Coran dit de ‘Outhmâne (Da) de Tachkent, Ouzbékistan.

      Lors de la bataille d’Al-Yamâmah (633 de l’ère chrétienne), sous le califat d’Abou Bakr As-Siddîq, des musulmans qui avaient mémorisé entièrement le Coran, soixante-dix avaient trouvé la mort. Ibnou As-Sabbâk rapporte que Zayd Ibnou Thâbit affirmait que le calife bien guidé fit alors appel à lui pour compiler les différents fragments du Coran. Une fois ce travail achevé, les souhouf restèrent chez Abou Bakr As-Siddîq jusqu’à sa mort, puis passèrent à ‘Omar Ibnou Al-Khattâb, puis au décès de celui-ci ils furent déposés chez sa fille Hafsa (que Dieu les agrée tous).

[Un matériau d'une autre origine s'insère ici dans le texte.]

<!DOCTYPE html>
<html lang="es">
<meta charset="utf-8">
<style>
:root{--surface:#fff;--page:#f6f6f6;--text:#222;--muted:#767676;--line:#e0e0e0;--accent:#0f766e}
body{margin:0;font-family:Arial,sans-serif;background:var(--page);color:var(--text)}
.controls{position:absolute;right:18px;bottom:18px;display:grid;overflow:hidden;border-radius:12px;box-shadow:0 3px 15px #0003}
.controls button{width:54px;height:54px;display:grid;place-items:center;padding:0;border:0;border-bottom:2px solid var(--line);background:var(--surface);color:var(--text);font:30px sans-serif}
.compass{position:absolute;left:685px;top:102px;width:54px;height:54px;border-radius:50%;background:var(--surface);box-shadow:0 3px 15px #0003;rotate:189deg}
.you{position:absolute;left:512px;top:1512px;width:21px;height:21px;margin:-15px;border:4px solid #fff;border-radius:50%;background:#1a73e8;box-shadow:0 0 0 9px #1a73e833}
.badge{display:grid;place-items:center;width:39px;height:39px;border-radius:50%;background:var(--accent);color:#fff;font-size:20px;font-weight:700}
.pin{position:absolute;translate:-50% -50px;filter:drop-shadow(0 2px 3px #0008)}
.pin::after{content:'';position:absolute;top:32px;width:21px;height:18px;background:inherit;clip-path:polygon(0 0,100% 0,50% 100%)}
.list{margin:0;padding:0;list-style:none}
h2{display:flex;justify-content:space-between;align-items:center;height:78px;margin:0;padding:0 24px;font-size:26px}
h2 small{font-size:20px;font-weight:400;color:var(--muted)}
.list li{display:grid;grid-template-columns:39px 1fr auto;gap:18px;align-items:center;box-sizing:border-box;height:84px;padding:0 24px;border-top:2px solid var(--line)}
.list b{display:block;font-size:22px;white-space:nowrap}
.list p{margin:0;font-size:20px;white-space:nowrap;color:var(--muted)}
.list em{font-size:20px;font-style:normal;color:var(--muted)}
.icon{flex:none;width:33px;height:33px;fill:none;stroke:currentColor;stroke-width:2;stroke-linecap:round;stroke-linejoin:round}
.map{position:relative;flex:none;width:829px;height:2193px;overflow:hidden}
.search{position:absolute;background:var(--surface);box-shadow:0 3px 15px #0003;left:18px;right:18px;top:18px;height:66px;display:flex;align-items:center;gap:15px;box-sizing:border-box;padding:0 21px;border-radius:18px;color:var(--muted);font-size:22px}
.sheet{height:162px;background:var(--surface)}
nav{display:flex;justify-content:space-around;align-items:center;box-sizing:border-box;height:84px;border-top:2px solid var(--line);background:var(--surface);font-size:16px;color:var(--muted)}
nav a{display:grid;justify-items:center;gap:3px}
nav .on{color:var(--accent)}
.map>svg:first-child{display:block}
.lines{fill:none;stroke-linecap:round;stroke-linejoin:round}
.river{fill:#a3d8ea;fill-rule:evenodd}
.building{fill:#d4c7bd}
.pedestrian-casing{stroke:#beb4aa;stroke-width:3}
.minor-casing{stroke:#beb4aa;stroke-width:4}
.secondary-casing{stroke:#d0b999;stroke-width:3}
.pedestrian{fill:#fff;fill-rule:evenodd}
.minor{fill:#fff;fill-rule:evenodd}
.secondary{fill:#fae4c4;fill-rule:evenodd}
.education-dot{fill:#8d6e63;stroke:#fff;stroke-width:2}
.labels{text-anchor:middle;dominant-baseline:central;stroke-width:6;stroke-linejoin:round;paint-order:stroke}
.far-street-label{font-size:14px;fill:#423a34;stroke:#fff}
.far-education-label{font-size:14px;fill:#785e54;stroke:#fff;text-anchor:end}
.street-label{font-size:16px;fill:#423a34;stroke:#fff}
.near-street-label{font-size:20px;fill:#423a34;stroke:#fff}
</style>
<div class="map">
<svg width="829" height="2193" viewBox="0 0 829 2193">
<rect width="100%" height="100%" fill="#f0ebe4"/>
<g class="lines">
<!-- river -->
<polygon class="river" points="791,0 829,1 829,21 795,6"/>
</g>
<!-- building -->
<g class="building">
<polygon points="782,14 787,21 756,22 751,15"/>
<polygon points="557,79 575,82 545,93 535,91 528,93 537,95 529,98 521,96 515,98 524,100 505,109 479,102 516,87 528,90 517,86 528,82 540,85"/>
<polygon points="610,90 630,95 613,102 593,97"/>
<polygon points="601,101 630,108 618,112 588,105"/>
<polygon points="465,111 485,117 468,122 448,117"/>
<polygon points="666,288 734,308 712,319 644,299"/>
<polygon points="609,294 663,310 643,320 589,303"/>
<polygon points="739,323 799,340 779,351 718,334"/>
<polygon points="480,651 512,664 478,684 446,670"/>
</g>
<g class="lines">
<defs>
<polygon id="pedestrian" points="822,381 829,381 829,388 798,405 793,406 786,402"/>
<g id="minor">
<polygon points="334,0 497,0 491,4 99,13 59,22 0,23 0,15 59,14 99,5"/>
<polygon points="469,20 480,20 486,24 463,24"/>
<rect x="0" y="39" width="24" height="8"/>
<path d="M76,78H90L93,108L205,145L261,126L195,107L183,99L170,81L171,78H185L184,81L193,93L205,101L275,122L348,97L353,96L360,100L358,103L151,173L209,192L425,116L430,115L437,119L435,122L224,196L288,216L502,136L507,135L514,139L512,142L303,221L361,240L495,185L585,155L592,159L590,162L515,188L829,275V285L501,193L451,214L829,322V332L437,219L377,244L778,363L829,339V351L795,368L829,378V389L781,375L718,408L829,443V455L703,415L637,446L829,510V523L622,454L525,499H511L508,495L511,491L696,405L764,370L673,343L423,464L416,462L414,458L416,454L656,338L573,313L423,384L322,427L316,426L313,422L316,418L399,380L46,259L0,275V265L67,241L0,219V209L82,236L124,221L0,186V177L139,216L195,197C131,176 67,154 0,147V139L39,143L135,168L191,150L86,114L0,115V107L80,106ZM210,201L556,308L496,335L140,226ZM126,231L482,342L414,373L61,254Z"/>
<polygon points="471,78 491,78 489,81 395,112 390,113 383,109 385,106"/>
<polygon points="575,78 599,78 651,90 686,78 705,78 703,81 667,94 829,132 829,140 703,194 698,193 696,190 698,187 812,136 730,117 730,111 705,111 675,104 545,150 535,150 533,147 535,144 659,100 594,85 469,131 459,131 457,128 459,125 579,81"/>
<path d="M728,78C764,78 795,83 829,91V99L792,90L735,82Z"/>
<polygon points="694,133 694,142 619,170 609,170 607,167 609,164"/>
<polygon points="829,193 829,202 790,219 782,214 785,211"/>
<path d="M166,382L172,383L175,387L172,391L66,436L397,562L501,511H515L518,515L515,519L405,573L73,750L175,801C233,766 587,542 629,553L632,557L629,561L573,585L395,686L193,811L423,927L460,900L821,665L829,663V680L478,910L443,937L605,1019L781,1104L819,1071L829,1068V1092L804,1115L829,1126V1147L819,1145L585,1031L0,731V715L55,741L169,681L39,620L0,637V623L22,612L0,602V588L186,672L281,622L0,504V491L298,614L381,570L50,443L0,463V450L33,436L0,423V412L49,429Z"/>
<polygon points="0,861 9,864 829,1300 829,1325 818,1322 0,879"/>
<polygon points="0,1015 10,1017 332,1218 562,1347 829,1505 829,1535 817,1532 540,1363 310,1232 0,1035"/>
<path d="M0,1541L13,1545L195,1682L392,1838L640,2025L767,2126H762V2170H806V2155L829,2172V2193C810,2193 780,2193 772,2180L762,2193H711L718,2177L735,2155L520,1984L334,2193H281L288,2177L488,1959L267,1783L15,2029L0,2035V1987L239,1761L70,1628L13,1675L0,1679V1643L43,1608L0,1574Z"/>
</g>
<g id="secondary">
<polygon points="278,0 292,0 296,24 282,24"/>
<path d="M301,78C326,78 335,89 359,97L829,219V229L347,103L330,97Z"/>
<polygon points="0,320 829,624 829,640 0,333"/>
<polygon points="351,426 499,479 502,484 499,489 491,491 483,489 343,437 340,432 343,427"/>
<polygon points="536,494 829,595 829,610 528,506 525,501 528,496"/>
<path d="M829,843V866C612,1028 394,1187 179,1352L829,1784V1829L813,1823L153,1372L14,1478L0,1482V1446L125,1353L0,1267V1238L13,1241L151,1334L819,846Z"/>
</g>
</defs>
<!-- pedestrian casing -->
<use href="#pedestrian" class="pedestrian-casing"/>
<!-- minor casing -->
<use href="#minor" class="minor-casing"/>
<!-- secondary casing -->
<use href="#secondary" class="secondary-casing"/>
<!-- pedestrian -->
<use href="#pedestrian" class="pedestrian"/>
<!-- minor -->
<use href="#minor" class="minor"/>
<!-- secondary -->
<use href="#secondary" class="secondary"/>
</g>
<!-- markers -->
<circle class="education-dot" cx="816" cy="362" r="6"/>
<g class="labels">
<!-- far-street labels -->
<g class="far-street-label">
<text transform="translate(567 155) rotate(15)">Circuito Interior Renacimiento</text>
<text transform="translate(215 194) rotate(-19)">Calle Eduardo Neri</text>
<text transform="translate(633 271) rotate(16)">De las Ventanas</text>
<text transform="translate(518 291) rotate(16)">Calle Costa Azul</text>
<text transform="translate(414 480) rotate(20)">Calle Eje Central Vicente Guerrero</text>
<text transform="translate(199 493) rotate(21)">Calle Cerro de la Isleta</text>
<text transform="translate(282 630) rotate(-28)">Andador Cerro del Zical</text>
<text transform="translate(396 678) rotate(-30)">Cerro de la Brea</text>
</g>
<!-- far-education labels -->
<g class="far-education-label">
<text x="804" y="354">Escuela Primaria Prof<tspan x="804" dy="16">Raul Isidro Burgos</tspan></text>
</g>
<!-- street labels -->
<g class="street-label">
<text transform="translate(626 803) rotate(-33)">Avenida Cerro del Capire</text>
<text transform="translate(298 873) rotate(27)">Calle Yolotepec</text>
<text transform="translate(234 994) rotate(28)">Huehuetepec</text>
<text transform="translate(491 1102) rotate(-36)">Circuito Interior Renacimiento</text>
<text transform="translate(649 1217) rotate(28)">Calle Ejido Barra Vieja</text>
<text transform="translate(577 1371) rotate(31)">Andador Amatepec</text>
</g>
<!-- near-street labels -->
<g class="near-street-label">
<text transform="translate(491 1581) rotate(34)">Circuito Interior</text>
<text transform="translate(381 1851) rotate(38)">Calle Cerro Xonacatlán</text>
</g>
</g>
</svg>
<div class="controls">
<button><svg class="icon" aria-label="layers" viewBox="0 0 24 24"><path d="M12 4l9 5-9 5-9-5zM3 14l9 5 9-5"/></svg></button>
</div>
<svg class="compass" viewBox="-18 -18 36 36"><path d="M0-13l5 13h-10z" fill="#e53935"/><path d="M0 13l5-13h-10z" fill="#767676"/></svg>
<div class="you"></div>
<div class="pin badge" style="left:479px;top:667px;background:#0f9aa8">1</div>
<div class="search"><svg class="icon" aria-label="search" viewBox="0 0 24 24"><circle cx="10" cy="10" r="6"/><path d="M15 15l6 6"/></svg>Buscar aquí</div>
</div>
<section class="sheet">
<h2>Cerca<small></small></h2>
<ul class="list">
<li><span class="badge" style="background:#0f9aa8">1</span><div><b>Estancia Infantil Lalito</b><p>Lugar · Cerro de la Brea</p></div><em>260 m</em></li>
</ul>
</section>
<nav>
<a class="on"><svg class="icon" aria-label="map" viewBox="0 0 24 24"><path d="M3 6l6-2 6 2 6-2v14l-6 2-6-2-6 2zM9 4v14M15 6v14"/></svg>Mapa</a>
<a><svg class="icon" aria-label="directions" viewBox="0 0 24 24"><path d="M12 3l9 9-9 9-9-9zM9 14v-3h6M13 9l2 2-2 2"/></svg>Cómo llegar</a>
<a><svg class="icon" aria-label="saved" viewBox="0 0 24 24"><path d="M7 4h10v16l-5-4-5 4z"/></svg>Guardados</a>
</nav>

     L’étude des hadiths révèle que plusieurs compagnons avaient préparé leur propre assemblage de la révélation, sous forme de moushaf (signifiant la collection des feuillets, souhouf, en un seul volume). Les plus connues des compilations sont celles d’Ibnou Mas’oûd, d’Oubay Ibnou Ka’b, de Zayd Ibnou Thâbit. Outre ces trois personnes, d’autres compagnons vinrent allonger la liste de ceux possédant un assemblage personnel du texte sacré : ‘Âïcha,  Hafsa, Oum Salamah, ‘Omar Ibnou Al-Khattâb, ‘Alî Ibnou Abî Tâlib, Ibnou ‘Abbâs, Aboû Moûssâ, Anas Ibnou Mâlik, Ibnou Az-Zoubaïr, ‘Abdoullâh Ibnou ‘Amr, Sâlîm, ‘Oubayd Ibnou ‘Omar (qu’Allâh les agrée tous).
Pour quelle raison est-ce que le troisième calife bien guidé, ‘Outhmâne Ibnou ‘Affâne , commanda-t-il la production de multiples copies standard du Coran à partir des souhouf d’Aboû Bakr As-Siddîq , conservés à cette époque chez Hafsa bintou ‘Omar Ibnou Al-Khattâb ?
Quinze années après la mort du Prophète, les conquêtes musulmanes s’étendaient de l’Andalousie à la région de la Transoxiane — en arabe ما وراء النَّهْر (Mâ warâ’a-Nahr), ancien nom d’une partie de l’Asie centrale située au-delà du fleuve Oxus (actuel Amou-Daria). Elle correspond approximativement à l’Ouzbékistan actuel et au sud-ouest du Kazakhstan. Géographiquement, il s’agit de la région située entre les fleuves Amou-Daria et Syr-Daria. L’utilisation de ce terme de nos jours implique généralement que l’on parle de la région à une époque antérieure au VIIIe siècle (source : Wikipédia) —, mais également de l’Arménie aux villes côtières de l’Inde de l’Ouest. Les conversions à l’Islam se comptaient par centaines de milliers, mais la langue arabe et surtout l’écriture arabe était peu répandue dans les diverses peuplades.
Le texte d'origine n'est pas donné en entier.